#### Input records
_ _ _ _ _

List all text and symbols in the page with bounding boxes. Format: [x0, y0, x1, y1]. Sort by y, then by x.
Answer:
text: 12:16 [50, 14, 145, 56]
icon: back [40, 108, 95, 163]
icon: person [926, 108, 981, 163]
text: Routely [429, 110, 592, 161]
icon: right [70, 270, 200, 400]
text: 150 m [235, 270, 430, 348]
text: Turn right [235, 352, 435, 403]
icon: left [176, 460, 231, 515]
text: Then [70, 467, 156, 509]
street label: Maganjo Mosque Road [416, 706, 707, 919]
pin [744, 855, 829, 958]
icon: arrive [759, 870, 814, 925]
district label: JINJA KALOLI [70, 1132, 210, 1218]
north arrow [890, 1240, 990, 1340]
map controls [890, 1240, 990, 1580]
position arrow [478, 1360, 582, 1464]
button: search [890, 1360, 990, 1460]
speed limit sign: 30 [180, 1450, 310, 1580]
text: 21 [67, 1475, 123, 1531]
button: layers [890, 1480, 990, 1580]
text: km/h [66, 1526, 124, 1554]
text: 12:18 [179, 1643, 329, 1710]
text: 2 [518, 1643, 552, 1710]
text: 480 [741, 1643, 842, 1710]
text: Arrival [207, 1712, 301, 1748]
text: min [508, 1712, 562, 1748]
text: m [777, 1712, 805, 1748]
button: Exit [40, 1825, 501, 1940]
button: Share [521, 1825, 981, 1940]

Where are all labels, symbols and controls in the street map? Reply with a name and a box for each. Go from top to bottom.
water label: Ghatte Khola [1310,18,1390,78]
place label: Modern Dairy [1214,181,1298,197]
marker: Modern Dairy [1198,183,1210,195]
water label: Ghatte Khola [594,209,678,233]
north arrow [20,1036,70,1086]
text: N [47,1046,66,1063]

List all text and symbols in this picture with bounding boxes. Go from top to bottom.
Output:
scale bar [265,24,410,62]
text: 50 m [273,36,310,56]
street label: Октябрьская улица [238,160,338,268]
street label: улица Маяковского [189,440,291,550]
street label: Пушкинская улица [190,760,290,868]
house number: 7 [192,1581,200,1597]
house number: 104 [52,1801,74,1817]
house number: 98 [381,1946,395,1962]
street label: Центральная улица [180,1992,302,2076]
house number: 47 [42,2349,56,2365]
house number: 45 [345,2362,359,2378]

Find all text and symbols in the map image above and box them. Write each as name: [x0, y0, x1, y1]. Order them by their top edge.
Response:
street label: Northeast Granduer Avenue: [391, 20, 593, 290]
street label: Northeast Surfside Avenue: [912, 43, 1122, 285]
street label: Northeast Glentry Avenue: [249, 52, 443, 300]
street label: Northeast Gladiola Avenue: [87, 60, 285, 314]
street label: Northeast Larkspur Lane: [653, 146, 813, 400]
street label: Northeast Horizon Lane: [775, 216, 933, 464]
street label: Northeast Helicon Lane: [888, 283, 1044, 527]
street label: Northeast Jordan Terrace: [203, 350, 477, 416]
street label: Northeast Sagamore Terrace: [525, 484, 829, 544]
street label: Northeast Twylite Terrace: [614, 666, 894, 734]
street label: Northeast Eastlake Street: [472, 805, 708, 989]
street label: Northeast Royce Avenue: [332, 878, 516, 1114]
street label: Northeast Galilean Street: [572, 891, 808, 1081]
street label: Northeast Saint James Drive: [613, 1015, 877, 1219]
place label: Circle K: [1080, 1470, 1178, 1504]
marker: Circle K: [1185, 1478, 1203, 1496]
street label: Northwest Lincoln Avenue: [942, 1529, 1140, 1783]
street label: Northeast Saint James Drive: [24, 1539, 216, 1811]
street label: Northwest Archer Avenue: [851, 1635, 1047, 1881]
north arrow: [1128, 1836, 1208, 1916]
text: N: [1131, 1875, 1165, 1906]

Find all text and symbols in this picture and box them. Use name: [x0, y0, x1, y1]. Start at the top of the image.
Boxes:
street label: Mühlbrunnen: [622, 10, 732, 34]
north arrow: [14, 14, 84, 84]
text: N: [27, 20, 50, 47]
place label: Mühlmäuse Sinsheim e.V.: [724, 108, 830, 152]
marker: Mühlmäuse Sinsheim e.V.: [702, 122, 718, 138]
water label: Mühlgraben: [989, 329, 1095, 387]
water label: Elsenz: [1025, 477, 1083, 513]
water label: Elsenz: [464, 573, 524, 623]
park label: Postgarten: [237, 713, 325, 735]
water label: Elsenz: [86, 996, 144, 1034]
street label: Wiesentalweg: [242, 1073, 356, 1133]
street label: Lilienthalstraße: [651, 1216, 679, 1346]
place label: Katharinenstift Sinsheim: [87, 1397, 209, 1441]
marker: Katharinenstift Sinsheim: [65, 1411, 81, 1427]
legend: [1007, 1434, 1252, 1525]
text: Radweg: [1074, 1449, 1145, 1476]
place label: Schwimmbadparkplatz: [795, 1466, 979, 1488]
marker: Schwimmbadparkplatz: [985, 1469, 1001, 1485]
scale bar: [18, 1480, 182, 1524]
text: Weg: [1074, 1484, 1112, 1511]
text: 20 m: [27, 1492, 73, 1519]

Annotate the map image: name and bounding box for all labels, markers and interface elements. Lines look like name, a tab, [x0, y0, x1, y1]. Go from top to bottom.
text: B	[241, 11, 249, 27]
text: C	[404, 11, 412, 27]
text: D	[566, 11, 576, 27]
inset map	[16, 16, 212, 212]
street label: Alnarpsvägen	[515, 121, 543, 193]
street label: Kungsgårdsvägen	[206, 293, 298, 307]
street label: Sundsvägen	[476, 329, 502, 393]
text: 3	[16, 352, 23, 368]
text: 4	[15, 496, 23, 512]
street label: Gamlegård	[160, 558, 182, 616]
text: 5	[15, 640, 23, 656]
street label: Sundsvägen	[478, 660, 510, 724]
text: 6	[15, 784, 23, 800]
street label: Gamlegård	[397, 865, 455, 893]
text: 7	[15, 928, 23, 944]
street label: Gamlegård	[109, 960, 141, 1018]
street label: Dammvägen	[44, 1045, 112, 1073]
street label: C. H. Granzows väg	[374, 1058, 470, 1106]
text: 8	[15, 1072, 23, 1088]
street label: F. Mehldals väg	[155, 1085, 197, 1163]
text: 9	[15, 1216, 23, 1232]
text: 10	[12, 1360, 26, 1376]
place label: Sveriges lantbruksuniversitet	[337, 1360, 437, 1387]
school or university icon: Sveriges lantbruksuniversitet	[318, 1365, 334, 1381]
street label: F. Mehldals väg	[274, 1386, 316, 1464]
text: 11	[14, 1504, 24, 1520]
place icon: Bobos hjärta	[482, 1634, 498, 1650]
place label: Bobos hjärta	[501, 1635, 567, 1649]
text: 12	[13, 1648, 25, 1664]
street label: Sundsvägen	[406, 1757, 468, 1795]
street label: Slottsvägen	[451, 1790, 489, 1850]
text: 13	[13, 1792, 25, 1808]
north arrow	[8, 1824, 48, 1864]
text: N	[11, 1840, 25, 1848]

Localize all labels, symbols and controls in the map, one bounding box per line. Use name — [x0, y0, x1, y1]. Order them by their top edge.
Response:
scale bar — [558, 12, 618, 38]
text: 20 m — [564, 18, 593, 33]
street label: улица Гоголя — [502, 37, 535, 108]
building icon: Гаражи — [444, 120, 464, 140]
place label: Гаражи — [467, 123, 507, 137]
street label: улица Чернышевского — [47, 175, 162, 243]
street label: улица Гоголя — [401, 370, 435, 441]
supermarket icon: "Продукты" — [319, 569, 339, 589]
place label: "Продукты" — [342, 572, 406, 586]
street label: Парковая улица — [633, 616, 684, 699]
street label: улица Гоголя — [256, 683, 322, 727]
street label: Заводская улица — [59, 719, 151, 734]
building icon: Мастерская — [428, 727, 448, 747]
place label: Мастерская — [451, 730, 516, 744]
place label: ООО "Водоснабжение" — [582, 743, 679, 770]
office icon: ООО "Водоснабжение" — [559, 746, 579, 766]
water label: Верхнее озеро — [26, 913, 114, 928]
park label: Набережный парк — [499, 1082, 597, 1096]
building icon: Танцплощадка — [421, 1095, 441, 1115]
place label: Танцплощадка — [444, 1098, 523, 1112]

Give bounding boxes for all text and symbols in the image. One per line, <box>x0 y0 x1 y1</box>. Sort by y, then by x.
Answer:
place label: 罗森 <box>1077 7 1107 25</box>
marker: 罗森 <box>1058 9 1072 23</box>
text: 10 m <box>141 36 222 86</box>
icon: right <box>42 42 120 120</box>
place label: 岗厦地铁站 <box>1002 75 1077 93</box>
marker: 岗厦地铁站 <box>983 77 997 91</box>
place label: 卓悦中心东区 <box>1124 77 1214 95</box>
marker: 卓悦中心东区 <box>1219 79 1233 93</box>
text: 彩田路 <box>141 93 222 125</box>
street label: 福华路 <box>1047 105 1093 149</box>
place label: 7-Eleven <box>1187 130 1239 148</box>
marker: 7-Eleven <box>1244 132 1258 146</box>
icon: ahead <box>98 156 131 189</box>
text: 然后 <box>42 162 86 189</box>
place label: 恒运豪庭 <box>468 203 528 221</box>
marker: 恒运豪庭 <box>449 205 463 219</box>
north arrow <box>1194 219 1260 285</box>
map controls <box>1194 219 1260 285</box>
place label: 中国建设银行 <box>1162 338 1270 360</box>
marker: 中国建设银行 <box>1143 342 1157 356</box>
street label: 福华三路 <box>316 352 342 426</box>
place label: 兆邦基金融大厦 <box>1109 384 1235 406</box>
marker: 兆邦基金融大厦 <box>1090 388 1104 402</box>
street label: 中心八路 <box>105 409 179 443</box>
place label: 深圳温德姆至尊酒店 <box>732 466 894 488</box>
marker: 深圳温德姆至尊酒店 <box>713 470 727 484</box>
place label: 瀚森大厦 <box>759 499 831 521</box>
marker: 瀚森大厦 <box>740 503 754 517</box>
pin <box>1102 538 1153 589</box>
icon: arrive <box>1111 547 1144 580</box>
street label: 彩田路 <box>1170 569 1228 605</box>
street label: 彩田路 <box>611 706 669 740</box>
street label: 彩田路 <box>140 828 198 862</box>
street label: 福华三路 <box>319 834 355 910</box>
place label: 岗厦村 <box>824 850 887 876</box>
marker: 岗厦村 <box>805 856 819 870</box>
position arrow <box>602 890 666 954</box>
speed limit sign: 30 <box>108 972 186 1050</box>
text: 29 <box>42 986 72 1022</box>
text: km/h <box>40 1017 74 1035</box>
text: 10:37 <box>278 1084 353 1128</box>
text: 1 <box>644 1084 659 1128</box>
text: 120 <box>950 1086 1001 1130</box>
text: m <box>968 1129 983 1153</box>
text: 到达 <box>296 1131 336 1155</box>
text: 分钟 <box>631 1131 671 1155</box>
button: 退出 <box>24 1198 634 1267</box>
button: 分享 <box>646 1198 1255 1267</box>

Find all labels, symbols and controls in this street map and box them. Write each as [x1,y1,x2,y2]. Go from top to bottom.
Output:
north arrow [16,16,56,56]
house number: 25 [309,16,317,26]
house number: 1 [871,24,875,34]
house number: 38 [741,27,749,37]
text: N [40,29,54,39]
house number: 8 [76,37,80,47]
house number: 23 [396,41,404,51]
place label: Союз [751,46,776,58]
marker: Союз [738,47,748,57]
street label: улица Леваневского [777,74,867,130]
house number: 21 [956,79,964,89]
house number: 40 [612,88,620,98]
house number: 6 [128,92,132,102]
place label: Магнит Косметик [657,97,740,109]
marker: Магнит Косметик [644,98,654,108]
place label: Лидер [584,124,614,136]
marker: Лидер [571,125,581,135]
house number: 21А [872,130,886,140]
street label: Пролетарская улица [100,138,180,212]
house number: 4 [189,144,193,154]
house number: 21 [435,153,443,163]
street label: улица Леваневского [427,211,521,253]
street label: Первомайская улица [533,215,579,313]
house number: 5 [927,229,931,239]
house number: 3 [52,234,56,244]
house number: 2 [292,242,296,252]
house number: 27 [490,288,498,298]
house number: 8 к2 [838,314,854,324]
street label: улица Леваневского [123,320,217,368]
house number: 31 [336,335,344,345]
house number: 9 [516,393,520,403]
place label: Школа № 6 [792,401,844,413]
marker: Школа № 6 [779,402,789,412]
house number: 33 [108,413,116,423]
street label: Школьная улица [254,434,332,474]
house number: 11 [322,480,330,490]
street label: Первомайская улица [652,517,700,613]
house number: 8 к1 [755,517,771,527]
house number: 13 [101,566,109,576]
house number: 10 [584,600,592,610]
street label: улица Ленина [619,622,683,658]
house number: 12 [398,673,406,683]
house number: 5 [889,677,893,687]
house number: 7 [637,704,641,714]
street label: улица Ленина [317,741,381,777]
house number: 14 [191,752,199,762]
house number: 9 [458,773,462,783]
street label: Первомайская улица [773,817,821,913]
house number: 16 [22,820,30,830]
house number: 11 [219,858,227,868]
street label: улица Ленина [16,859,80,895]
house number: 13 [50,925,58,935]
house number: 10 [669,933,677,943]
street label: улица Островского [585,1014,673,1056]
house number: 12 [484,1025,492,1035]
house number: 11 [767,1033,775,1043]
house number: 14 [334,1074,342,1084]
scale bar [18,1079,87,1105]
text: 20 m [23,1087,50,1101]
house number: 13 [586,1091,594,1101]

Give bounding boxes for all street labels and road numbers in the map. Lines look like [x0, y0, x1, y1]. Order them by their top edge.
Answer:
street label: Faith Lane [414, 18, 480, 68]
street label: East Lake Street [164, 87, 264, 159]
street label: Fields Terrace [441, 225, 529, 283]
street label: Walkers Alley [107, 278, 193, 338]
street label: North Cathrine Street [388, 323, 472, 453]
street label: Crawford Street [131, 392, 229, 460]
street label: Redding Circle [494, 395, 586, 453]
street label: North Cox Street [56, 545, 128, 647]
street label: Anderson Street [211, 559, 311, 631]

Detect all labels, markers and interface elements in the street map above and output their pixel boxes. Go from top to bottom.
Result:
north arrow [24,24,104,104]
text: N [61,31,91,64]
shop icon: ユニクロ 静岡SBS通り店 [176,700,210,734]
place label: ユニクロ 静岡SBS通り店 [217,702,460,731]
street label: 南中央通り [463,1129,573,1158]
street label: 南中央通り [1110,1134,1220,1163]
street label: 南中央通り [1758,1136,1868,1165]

_ _ _ _ _

#### Task description
Your answer must be the data above, copied exactly from its first line through the line containing "Find all text and symbols in the", and nothing more.

#### Result
List all text and symbols in the page with bounding boxes. Format: [x0, y0, x1, y1]. Sort by y, then by x.
Answer:
text: 12:16 [50, 14, 145, 56]
icon: back [40, 108, 95, 163]
icon: person [926, 108, 981, 163]
text: Routely [429, 110, 592, 161]
icon: right [70, 270, 200, 400]
text: 150 m [235, 270, 430, 348]
text: Turn right [235, 352, 435, 403]
icon: left [176, 460, 231, 515]
text: Then [70, 467, 156, 509]
street label: Maganjo Mosque Road [416, 706, 707, 919]
pin [744, 855, 829, 958]
icon: arrive [759, 870, 814, 925]
district label: JINJA KALOLI [70, 1132, 210, 1218]
north arrow [890, 1240, 990, 1340]
map controls [890, 1240, 990, 1580]
position arrow [478, 1360, 582, 1464]
button: search [890, 1360, 990, 1460]
speed limit sign: 30 [180, 1450, 310, 1580]
text: 21 [67, 1475, 123, 1531]
button: layers [890, 1480, 990, 1580]
text: km/h [66, 1526, 124, 1554]
text: 12:18 [179, 1643, 329, 1710]
text: 2 [518, 1643, 552, 1710]
text: 480 [741, 1643, 842, 1710]
text: Arrival [207, 1712, 301, 1748]
text: min [508, 1712, 562, 1748]
text: m [777, 1712, 805, 1748]
button: Exit [40, 1825, 501, 1940]
button: Share [521, 1825, 981, 1940]

Where are all labels, symbols and controls in the street map? Reply with a name and a box for each. Go from top to bottom.
water label: Ghatte Khola [1310,18,1390,78]
place label: Modern Dairy [1214,181,1298,197]
marker: Modern Dairy [1198,183,1210,195]
water label: Ghatte Khola [594,209,678,233]
north arrow [20,1036,70,1086]
text: N [47,1046,66,1063]

List all text and symbols in this picture with bounding boxes. Go from top to bottom.
Output:
scale bar [265,24,410,62]
text: 50 m [273,36,310,56]
street label: Октябрьская улица [238,160,338,268]
street label: улица Маяковского [189,440,291,550]
street label: Пушкинская улица [190,760,290,868]
house number: 7 [192,1581,200,1597]
house number: 104 [52,1801,74,1817]
house number: 98 [381,1946,395,1962]
street label: Центральная улица [180,1992,302,2076]
house number: 47 [42,2349,56,2365]
house number: 45 [345,2362,359,2378]

Find all text and symbols in the map image above and box them. Write each as name: [x0, y0, x1, y1]. Order them by their top edge.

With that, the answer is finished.